Marc Jacobs Interview

So to start off with, you’re finished PKRA 2nd this year. This is the highest ranking you’ve ever achieved, what changed for you this year? 

This year, I’ve been more focused. I have been improving on my consistency by concentrating more on power, stomping my tricks and riding away more consistently with good execution, speed and kite position.

The tour events this year have been more  windy, except Italy- you can’t count that one haha, which I prefer as it tends to go more in my favour.

 

Did you make any changes to how you train and prepare this past year?

No not really, I guess I’ve been going to the gym a bit more. So I am a stronger rider, as I want to continue riding with a powered style and working on preventing injury.

What’s your typical workout regime?

Depends on the weather forecast, if it’s windy every day then I will focus on kiting only.

If the session wasn’t very long, then I try to do a gym workout in the evening with stretching afterwards. Otherwise if there’s no wind. I just focus on the gym.
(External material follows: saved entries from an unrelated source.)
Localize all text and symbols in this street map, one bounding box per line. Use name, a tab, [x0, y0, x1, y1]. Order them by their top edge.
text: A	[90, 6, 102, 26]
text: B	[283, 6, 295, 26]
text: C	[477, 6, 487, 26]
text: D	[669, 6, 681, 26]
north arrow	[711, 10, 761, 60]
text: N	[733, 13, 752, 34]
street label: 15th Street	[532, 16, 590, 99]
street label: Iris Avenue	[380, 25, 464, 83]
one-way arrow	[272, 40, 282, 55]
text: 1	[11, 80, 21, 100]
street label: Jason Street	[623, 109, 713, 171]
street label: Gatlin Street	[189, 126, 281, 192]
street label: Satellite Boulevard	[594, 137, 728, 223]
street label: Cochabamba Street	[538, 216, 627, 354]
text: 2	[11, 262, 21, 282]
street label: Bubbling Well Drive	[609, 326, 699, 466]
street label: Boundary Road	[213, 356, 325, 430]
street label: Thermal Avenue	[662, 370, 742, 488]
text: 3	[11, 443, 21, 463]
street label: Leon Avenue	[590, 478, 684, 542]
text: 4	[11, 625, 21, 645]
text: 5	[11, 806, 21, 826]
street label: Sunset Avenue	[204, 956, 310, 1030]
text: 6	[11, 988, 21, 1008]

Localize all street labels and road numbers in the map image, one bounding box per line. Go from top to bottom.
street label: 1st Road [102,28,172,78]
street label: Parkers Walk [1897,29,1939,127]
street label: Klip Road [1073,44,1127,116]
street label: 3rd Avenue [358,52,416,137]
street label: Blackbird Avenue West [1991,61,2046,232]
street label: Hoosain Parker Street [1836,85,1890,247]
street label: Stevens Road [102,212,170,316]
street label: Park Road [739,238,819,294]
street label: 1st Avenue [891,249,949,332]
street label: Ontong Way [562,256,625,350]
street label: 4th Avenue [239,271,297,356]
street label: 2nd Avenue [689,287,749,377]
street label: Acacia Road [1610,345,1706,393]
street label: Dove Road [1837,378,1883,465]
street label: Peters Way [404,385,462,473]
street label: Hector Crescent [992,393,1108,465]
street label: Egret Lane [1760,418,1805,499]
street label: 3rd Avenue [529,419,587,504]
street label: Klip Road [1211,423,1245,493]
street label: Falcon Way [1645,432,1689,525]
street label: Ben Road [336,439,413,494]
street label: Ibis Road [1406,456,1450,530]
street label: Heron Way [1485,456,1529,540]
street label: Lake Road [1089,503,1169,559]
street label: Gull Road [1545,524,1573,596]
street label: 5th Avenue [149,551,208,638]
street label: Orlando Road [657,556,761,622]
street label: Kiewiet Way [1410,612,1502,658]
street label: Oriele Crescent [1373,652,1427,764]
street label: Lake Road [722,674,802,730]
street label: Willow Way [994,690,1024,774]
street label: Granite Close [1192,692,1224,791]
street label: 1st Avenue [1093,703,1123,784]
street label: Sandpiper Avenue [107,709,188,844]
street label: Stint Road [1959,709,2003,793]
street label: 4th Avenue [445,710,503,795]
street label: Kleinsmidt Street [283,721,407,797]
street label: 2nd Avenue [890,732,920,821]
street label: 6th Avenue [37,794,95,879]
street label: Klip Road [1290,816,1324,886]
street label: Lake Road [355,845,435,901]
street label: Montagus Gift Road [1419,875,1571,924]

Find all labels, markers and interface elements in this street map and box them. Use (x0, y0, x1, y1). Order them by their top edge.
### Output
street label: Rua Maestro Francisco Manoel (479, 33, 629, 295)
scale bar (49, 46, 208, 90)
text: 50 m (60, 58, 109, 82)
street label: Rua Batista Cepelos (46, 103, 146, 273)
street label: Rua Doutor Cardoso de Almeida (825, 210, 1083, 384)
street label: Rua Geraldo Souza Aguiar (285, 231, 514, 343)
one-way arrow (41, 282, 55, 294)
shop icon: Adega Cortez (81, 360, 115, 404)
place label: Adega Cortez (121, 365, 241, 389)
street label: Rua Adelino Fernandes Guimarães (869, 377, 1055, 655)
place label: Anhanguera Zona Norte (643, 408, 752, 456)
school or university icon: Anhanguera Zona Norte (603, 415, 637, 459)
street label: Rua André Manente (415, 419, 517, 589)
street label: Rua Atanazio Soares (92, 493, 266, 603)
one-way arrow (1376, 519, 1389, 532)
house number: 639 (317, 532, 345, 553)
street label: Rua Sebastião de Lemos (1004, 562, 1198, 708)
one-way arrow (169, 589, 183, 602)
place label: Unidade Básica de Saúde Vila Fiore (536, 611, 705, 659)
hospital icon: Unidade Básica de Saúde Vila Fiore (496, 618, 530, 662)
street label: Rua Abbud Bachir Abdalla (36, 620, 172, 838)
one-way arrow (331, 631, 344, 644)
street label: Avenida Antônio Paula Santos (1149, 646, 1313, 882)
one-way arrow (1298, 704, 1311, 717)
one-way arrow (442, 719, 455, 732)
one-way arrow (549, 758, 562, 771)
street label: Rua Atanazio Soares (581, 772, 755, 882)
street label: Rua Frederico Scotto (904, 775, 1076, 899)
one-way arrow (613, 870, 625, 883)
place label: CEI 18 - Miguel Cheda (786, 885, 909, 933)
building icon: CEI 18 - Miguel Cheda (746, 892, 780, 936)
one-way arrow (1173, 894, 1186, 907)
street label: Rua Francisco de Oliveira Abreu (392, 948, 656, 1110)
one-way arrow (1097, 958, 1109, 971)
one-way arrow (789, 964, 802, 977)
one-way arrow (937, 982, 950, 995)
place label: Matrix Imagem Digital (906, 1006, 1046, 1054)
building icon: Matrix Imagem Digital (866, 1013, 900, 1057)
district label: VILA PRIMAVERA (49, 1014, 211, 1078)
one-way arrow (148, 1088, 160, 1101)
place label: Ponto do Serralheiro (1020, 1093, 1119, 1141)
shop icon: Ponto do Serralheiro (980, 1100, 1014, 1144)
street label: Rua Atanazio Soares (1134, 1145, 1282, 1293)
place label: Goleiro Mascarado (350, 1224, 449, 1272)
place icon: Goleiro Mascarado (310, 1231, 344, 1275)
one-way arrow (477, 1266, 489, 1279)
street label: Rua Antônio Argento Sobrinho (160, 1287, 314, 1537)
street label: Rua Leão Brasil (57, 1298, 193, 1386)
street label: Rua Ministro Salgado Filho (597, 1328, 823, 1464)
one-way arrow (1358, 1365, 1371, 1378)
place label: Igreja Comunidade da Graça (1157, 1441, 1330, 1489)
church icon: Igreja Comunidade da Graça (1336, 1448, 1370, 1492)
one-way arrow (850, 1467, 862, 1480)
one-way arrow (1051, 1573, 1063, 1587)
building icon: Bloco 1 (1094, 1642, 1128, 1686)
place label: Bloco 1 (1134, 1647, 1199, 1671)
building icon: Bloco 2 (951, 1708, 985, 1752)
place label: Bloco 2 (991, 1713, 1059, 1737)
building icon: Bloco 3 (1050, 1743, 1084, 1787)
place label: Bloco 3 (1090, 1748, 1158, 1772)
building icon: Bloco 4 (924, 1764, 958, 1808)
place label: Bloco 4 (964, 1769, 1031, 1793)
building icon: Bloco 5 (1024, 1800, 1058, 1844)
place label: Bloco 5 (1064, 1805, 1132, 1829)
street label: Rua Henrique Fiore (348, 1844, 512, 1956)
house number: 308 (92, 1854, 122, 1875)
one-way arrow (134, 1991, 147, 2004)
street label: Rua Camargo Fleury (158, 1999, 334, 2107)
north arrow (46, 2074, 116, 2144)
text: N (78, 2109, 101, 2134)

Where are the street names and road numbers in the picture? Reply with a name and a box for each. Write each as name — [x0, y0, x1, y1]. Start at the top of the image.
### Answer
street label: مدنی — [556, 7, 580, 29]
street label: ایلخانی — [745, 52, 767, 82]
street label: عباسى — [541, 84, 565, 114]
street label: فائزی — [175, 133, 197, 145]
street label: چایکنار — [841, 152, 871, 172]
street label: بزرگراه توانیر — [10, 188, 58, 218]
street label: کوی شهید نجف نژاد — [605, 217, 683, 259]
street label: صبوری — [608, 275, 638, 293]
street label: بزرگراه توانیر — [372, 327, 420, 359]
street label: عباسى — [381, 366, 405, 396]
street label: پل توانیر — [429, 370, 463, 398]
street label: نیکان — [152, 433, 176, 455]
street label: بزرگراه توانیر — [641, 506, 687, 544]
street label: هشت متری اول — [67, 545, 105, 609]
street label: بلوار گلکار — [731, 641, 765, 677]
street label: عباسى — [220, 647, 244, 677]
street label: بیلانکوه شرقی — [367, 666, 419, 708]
Maybe one or two gym workouts a day with stretching afterwards.

 

What is the wildest thing you’ve seen happen while at a PKRA event.

There have been a lot of the freak accidents on the tour but most of these incidents I have missed thankfully. The worst I have heard of was this French rider who went for a front roll and caught a gust of wind and sliced half his face off.

 

According to the PKRA website you saved up money from your paper route in order to afford your first kite,do you remember which kite was it?

Oh yeah, I Got my first kite in 2005, it was the Naish AR5  size 5.5m. Which was Naish Kite’s second generation of Kites.

 

Do you still have that kite?

I’m actually think I do, I am unsure where, it might be at my dad’s house in a closet somewhere? I used to hang it on my ceiling, and it was getting pretty tattered. There were holes in the leading edge.

 

How did you become sponsored by Switch?

I knew the guys Switch before they even started company, they were my mates from my hometown. When they started the company I was still with Airush at the time.

Then Switch asked if I wanted to ride for them.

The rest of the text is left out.